Entre os celetistas (empregados e trabalhadores temporários, excetuando trabalhadores domésticos), verificou-se ampliação discreta de 0,81%, com o estoque passando de 47.590.217 em dezembro de 2025 para 47.974.321 em fevereiro de 2026.

Em termos absolutos, o maior crescimento foi verificado entre os celetistas com contrato por tempo indeterminado. Já em termos relativos, destacaram-se as contratações de trabalhadores rurais por pequeno prazo (Lei nº 11.718/2008) e de trabalhadores por contrato a termo firmado nos termos da Lei nº 9.601/1998), o que reflete as características sazonais da safra.

Dados regionais

Considerando o crescimento regionalizado, os maiores aumentos nos estoques de empregados foram registrados nas regiões Norte (4,16%), Nordeste (3,27%) e Centro-Oeste (2,70%).
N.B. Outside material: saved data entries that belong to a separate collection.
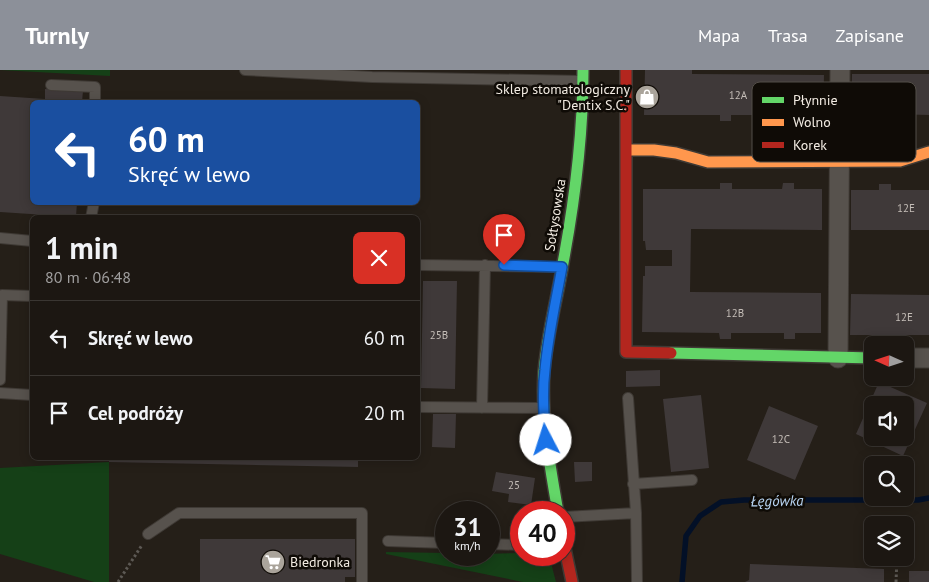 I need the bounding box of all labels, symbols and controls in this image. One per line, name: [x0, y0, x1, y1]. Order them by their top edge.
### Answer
text: Turnly: [25, 20, 89, 51]
text: Mapa: [698, 24, 740, 47]
text: Trasa: [768, 24, 808, 47]
text: Zapisane: [836, 24, 904, 47]
place label: Sklep stomatologiczny "Dentix S.C.": [496, 80, 630, 114]
legend: [752, 82, 916, 162]
shop icon: Sklep stomatologiczny "Dentix S.C.": [634, 84, 660, 110]
house number: 12A: [729, 88, 748, 102]
text: Płynnie: [793, 91, 838, 109]
text: Wolno: [793, 113, 831, 131]
text: 60 m: [128, 116, 205, 162]
icon: left: [45, 120, 110, 185]
text: Korek: [793, 136, 827, 154]
text: Skręć w lewo: [128, 160, 251, 188]
street label: Sołtysowska: [540, 177, 570, 253]
house number: 12E: [897, 201, 915, 215]
pin: [483, 214, 525, 265]
icon: arrive: [490, 221, 518, 249]
text: 1 min: [45, 228, 118, 267]
button: close: [353, 232, 405, 284]
text: 80 m · 06:48: [45, 267, 131, 287]
house number: 12B: [726, 306, 744, 320]
house number: 12E: [895, 310, 913, 324]
icon: left: [45, 324, 73, 352]
text: Skręć w lewo: [88, 326, 193, 350]
text: 60 m: [364, 326, 405, 350]
house number: 25B: [430, 328, 448, 342]
north arrow: [864, 336, 914, 386]
map controls: [864, 336, 914, 566]
button: sound: [864, 396, 914, 446]
icon: arrive: [45, 399, 73, 427]
text: Cel podróży: [88, 401, 183, 425]
text: 20 m: [364, 401, 405, 425]
position arrow: [519, 413, 571, 465]
house number: 12C: [772, 432, 790, 446]
button: search: [864, 456, 914, 506]
house number: 25: [508, 478, 520, 492]
water label: Łęgówka: [750, 491, 804, 510]
speed limit sign: 40: [510, 501, 575, 566]
text: 31: [453, 511, 482, 543]
button: layers: [864, 516, 914, 566]
text: km/h: [454, 538, 481, 553]
supermarket icon: Biedronka: [260, 549, 286, 575]
place label: Biedronka: [290, 553, 350, 571] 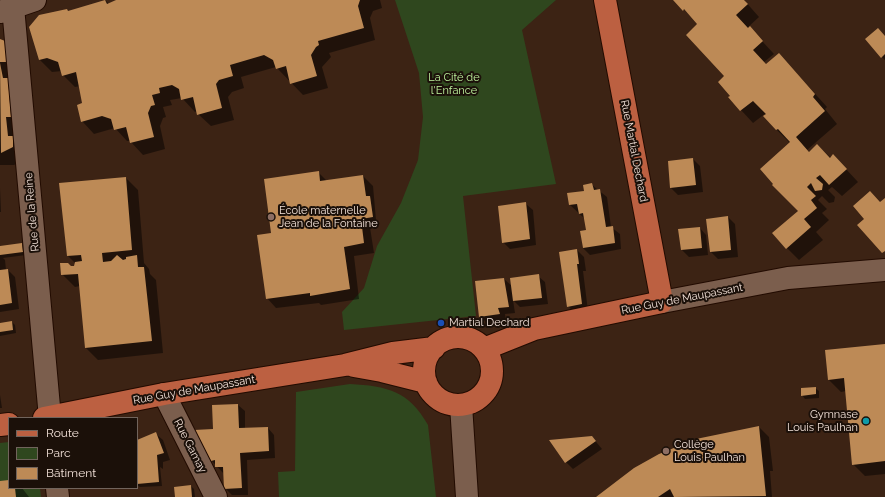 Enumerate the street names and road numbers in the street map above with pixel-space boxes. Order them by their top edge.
street label: Rue Martial Dechard [618,99,650,203]
street label: Rue de la Reine [22,172,42,252]
street label: Rue Guy de Maupassant [620,281,744,317]
street label: Rue Guy de Maupassant [132,373,256,407]
street label: Rue Gamay [171,417,209,475] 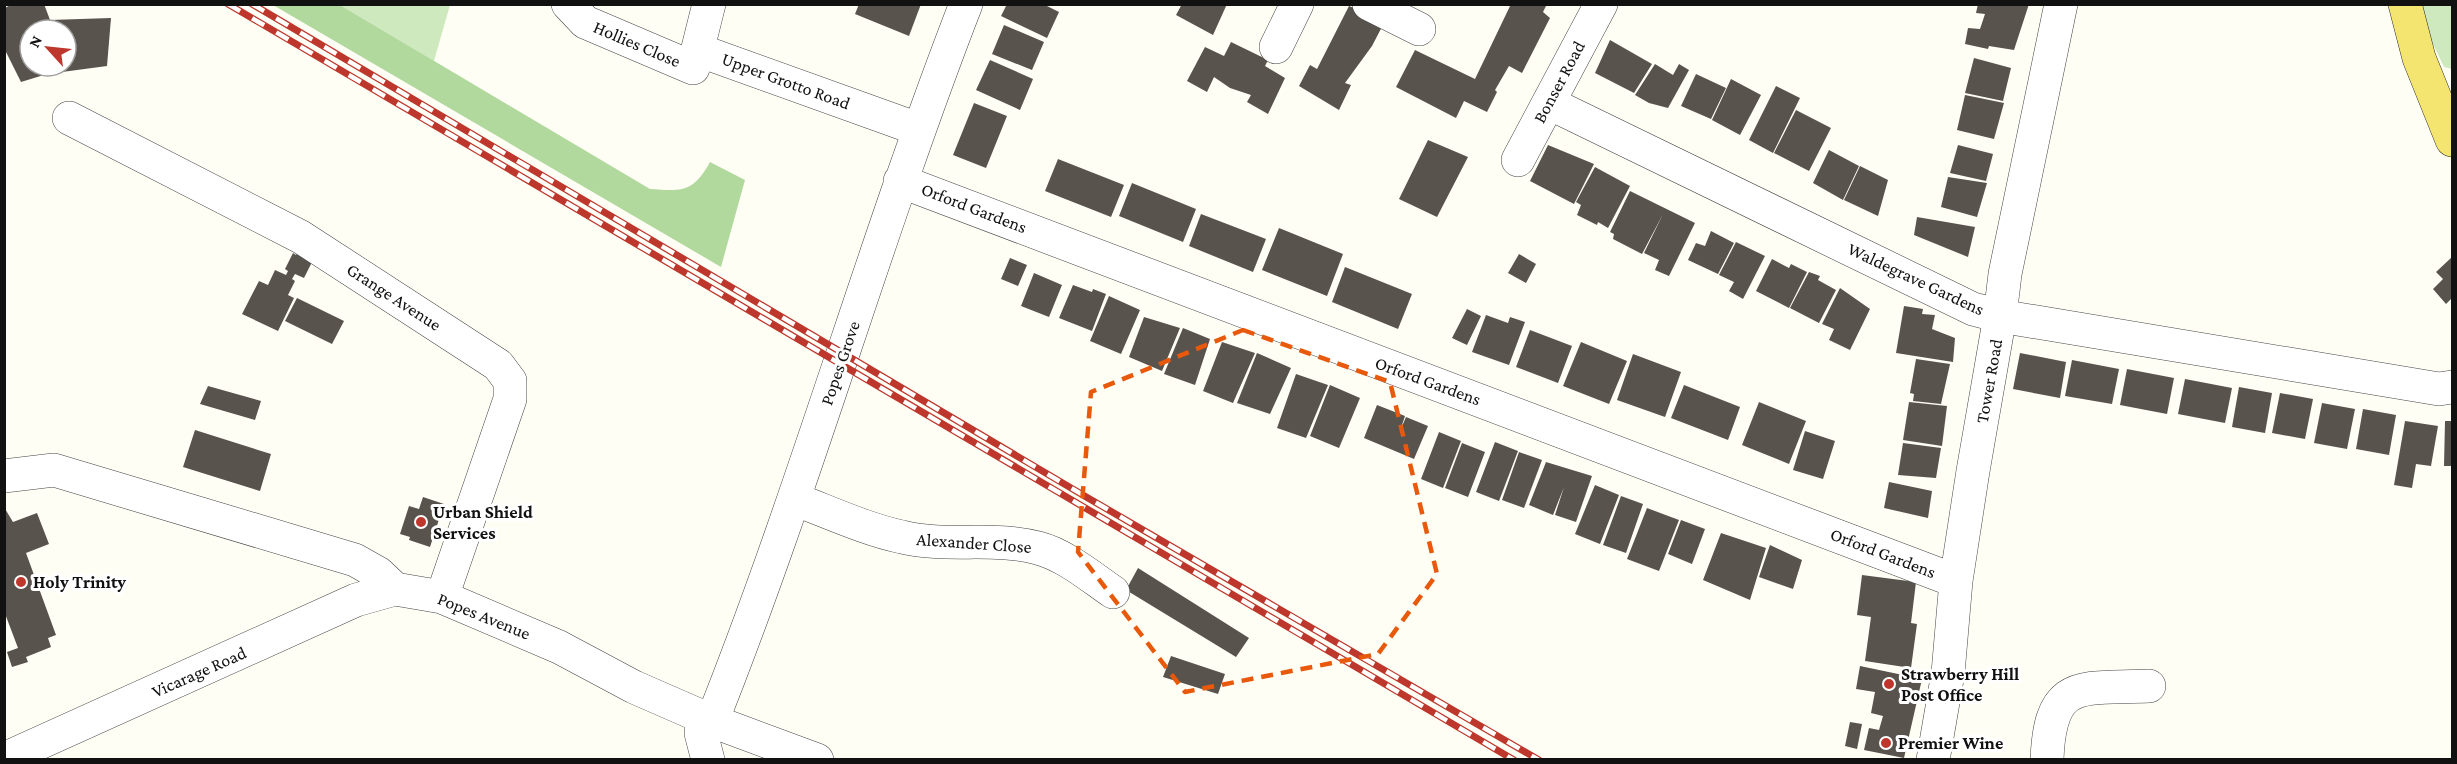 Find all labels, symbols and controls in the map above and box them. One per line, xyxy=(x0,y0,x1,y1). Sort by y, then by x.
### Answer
street label: Hollies Close xyxy=(591,17,684,71)
north arrow xyxy=(18,18,78,78)
text: N xyxy=(25,33,45,50)
street label: Bonser Road xyxy=(1529,37,1589,126)
street label: Upper Grotto Road xyxy=(719,48,853,114)
street label: Orford Gardens xyxy=(918,179,1030,237)
street label: Waldegrave Gardens xyxy=(1845,239,1987,319)
street label: Grange Avenue xyxy=(343,259,445,335)
street label: Popes Grove xyxy=(816,318,864,408)
street label: Tower Road xyxy=(1972,337,2006,425)
street label: Orford Gardens xyxy=(1372,353,1484,409)
place label: Urban Shield Services xyxy=(433,502,533,543)
marker: Urban Shield Services xyxy=(414,515,428,529)
street label: Orford Gardens xyxy=(1827,524,1939,582)
street label: Alexander Close xyxy=(916,529,1032,557)
place label: Holy Trinity xyxy=(33,572,126,592)
marker: Holy Trinity xyxy=(14,575,28,589)
street label: Popes Avenue xyxy=(435,588,533,644)
street label: Vicarage Road xyxy=(149,642,250,702)
place label: Strawberry Hill Post Office xyxy=(1901,664,2019,705)
marker: Strawberry Hill Post Office xyxy=(1882,677,1896,691)
place label: Premier Wine xyxy=(1898,733,2003,753)
marker: Premier Wine xyxy=(1879,736,1893,750) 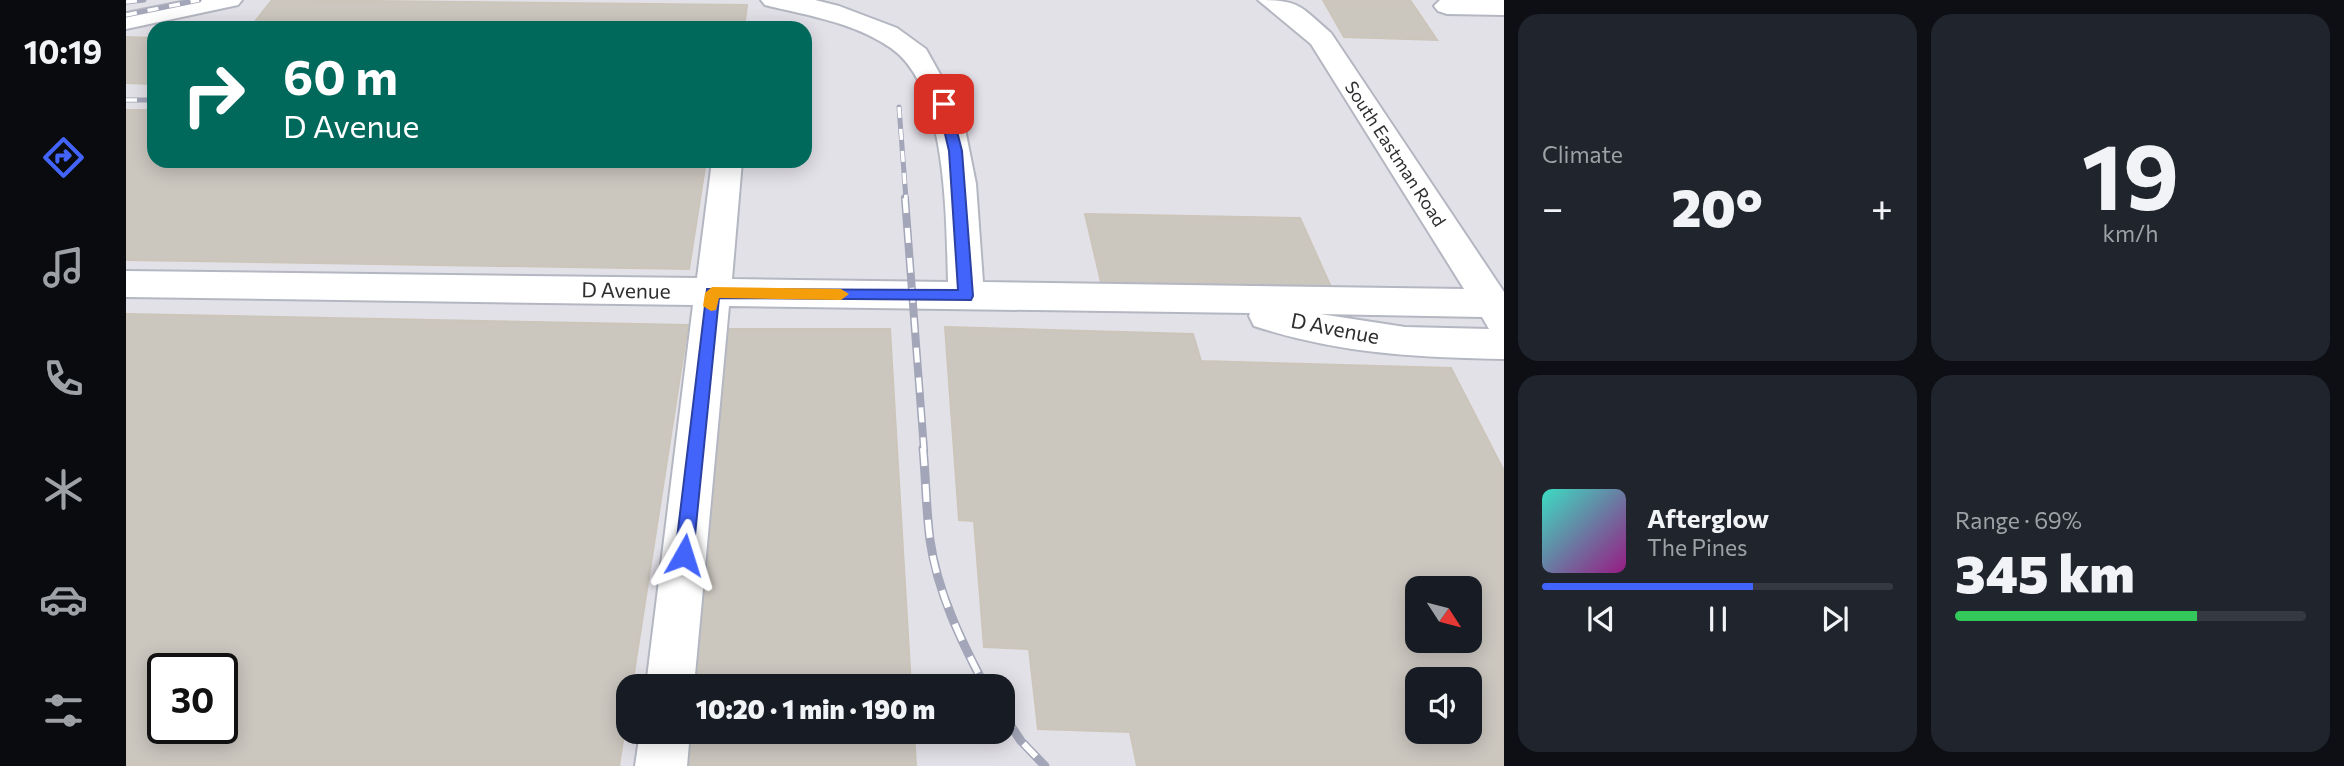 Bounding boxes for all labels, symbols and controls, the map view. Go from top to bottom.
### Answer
text: 10:19 [24,31,102,71]
text: 60 m [283,45,398,105]
icon: right [168,49,259,140]
pin [914,74,974,134]
street label: South Eastman Road [1341,77,1451,230]
icon: arrive [925,85,963,123]
text: D Avenue [283,105,419,145]
text: 19 [2082,117,2179,229]
icon: directions [39,133,88,182]
text: Climate [1542,140,1623,168]
text: 20° [1671,174,1763,238]
text: − [1542,183,1564,230]
text: + [1871,183,1893,230]
text: km/h [2103,219,2158,247]
icon: music [39,243,88,292]
street label: D Avenue [581,276,671,303]
street label: D Avenue [1289,307,1382,348]
icon: phone [39,354,88,403]
icon: climate [39,465,88,514]
text: Afterglow [1647,502,1769,533]
text: Range · 69% [1955,506,2082,534]
position arrow [647,518,721,592]
text: The Pines [1647,533,1748,561]
text: 345 km [1955,540,2135,604]
icon: car [39,575,88,624]
north arrow [1405,576,1482,653]
map controls [1405,576,1482,744]
icon: previous [1582,600,1620,638]
icon: pause [1699,600,1737,638]
icon: next [1816,600,1854,638]
speed limit sign: 30 [147,653,238,744]
button: sound [1405,667,1482,744]
icon: filters [39,686,88,735]
text: 10:20 · 1 min · 190 m [696,693,935,724] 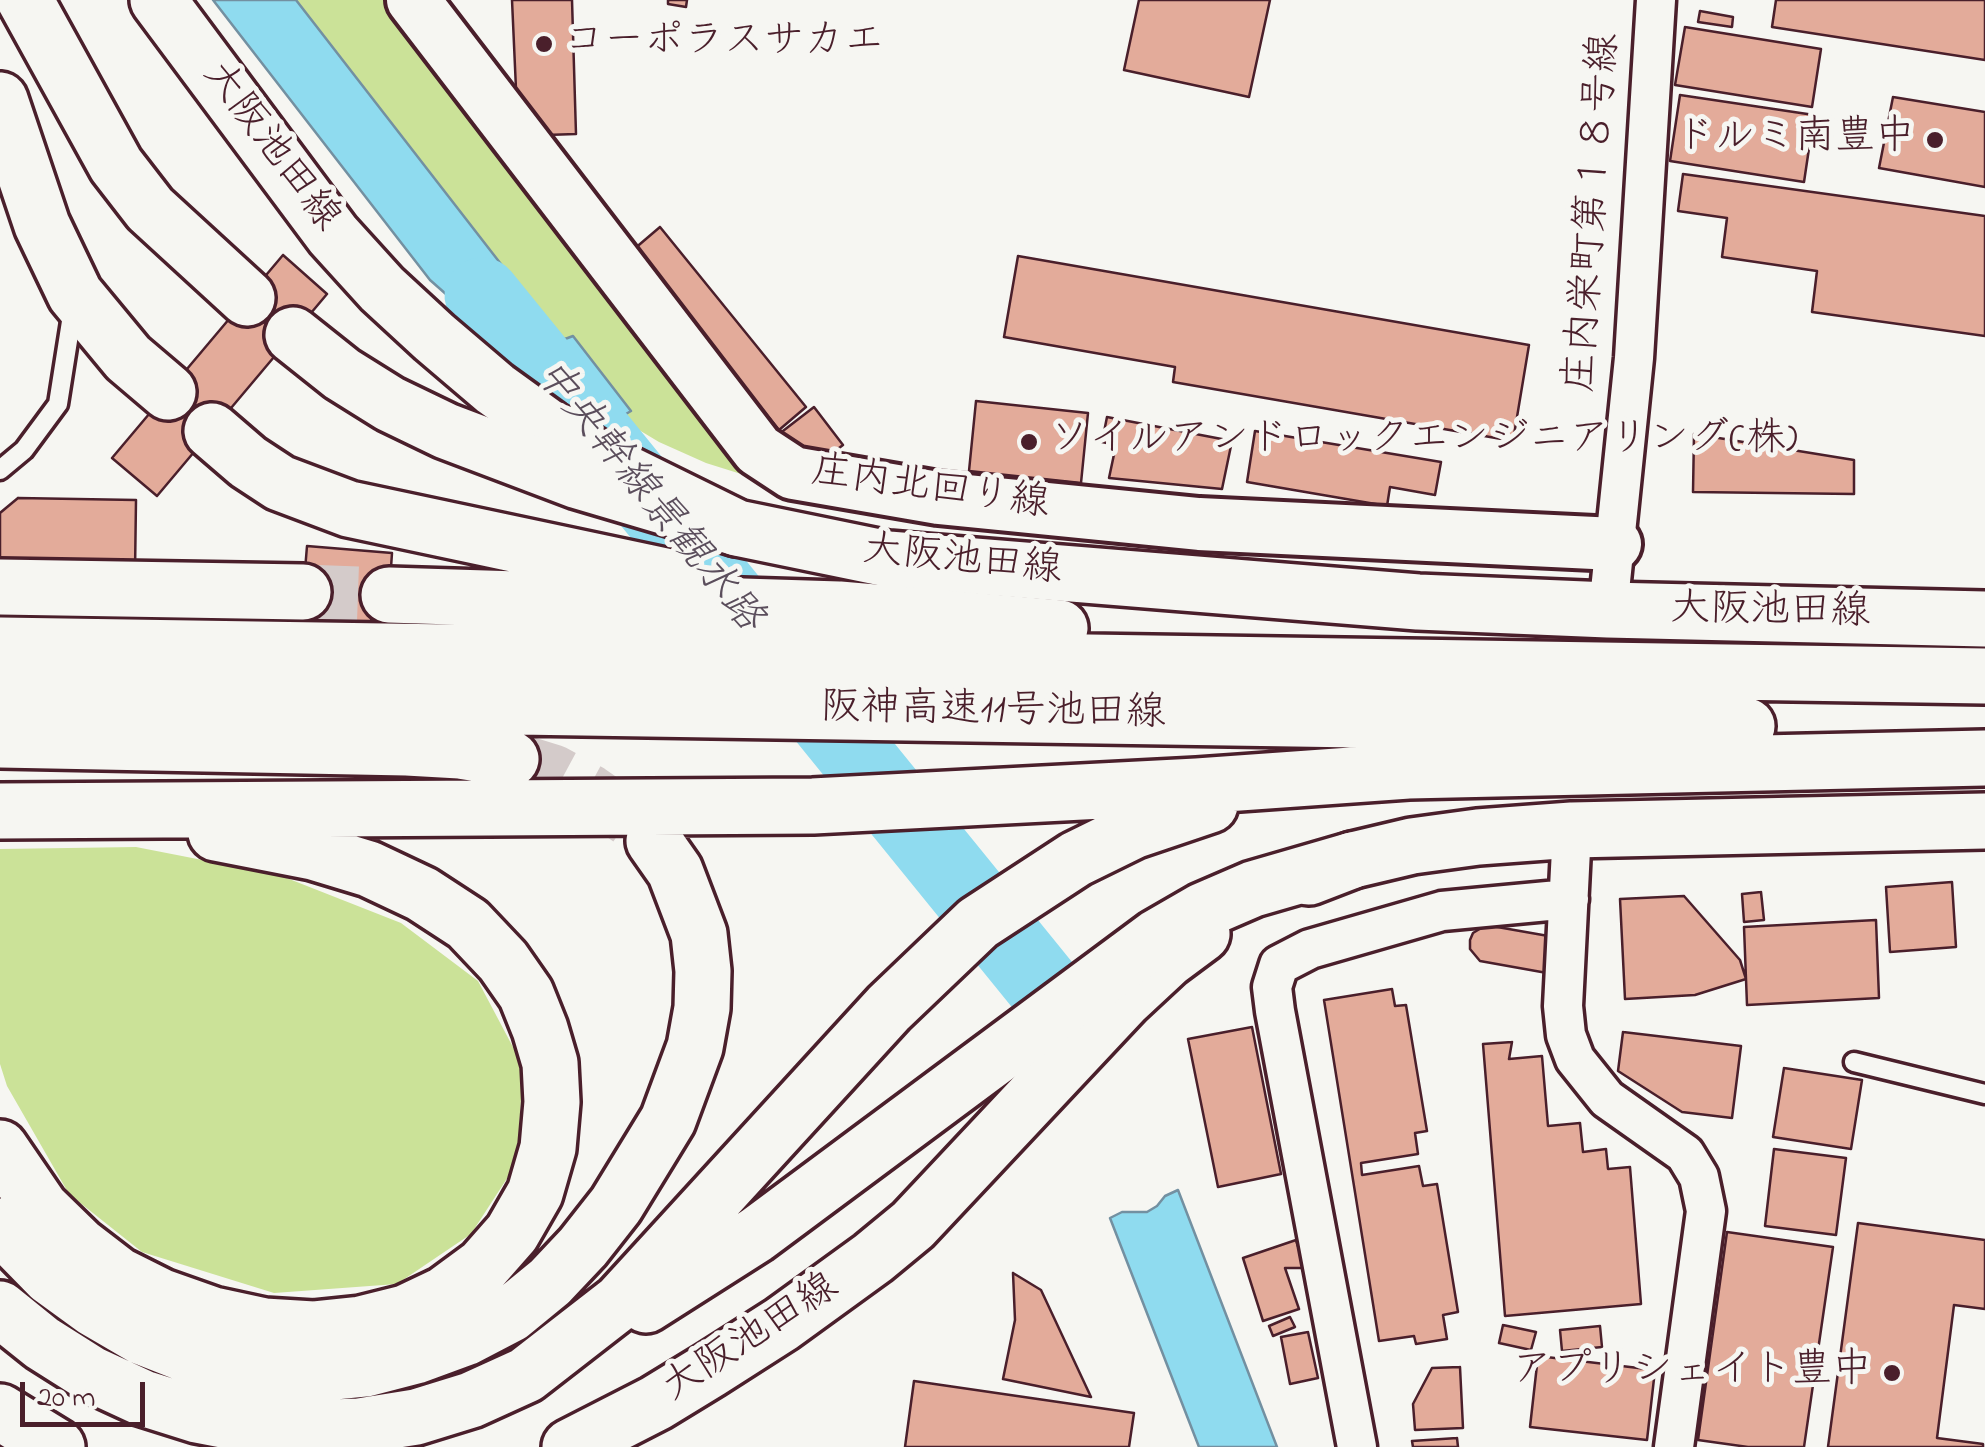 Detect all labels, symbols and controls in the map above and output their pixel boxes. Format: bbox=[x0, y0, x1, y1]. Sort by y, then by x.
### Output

Nas regiões Sul (2,10%) e Sudeste (1,62%), o crescimento ficou abaixo da média nacional, que foi de 2,29%.

Em valores absolutos, houve aumento de 1.394.633 empregos no acumulado de 2026, com maiores ampliações registradas em Minas Gerais (271.248) e São Paulo (148.483).

Jornada de trabalho

Segundo o tipo de jornada semanal de trabalho, os dados de fevereiro de 2026 mostram que 37,11 milhões de empregados estavam trabalhando 41 horas semanais.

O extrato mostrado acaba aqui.